*** Opening RECORDS SUPPLIED ***
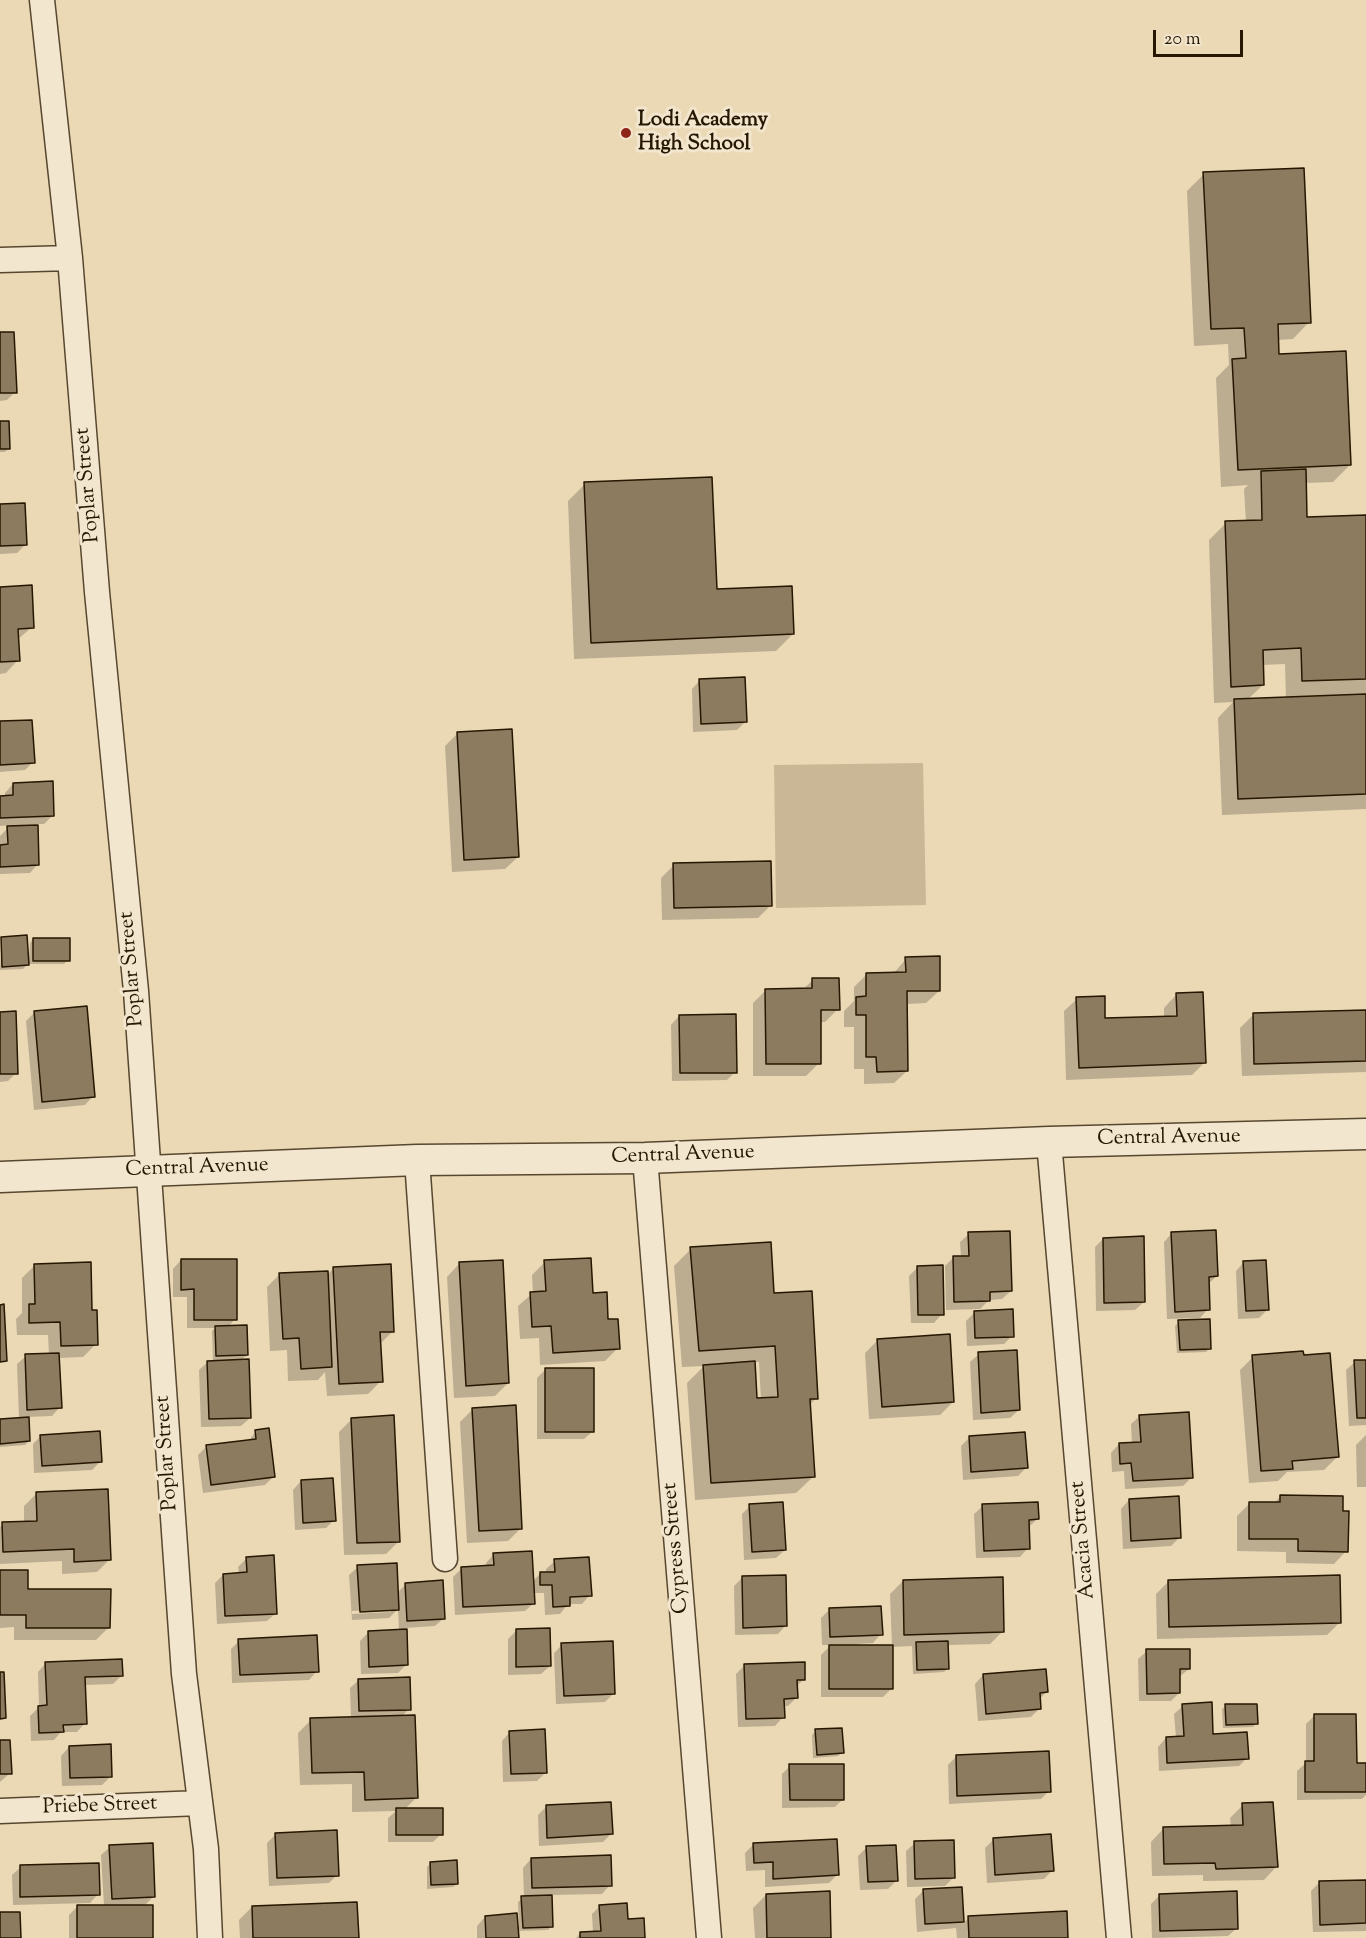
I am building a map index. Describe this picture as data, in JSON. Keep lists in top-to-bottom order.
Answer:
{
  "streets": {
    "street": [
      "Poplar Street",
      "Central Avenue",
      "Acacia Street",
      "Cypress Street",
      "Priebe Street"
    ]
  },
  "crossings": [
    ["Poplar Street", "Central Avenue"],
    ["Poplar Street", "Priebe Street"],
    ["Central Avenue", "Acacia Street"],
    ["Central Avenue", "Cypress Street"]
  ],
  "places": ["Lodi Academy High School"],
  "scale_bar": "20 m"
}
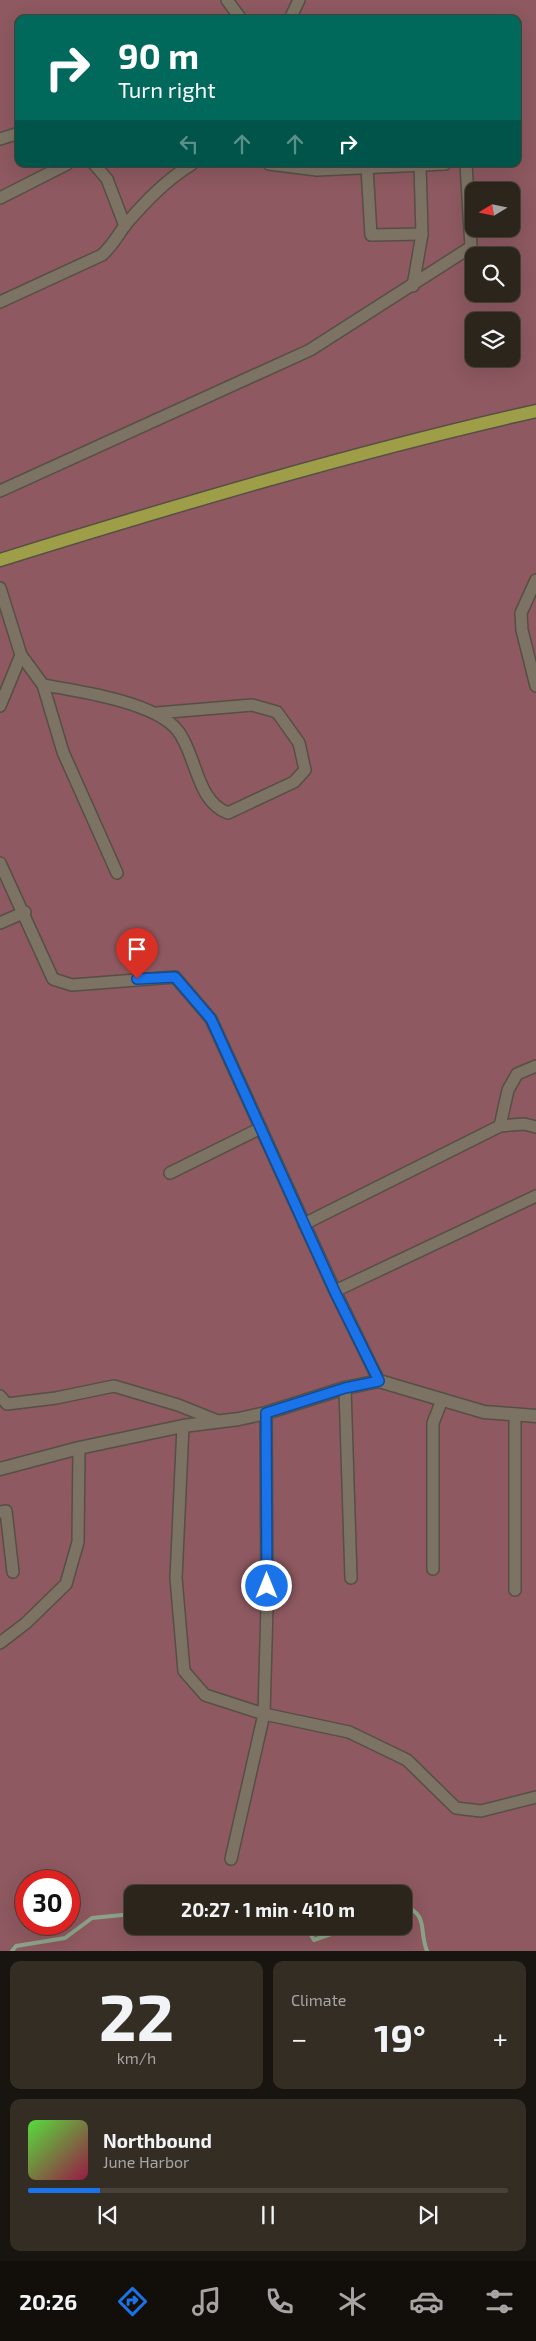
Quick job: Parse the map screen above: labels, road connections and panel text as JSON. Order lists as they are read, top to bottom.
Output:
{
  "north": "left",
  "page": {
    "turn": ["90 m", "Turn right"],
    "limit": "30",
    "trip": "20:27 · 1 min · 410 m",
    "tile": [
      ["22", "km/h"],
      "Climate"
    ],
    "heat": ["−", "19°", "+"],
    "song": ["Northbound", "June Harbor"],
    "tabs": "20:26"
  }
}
*** Closing RECORDS SUPPLIED ***
■ PROMPT: Write every record out again exactly as written. Pictures don't belong in the copy.

■ RESULT:
I am building a map index. Describe this picture as data, in JSON. Keep lists in top-to-bottom order.
Answer:
{
  "streets": {
    "street": [
      "Poplar Street",
      "Central Avenue",
      "Acacia Street",
      "Cypress Street",
      "Priebe Street"
    ]
  },
  "crossings": [
    ["Poplar Street", "Central Avenue"],
    ["Poplar Street", "Priebe Street"],
    ["Central Avenue", "Acacia Street"],
    ["Central Avenue", "Cypress Street"]
  ],
  "places": ["Lodi Academy High School"],
  "scale_bar": "20 m"
}
Quick job: Parse the map screen above: labels, road connections and panel text as JSON. Order lists as they are read, top to bottom.
Output:
{
  "north": "left",
  "page": {
    "turn": ["90 m", "Turn right"],
    "limit": "30",
    "trip": "20:27 · 1 min · 410 m",
    "tile": [
      ["22", "km/h"],
      "Climate"
    ],
    "heat": ["−", "19°", "+"],
    "song": ["Northbound", "June Harbor"],
    "tabs": "20:26"
  }
}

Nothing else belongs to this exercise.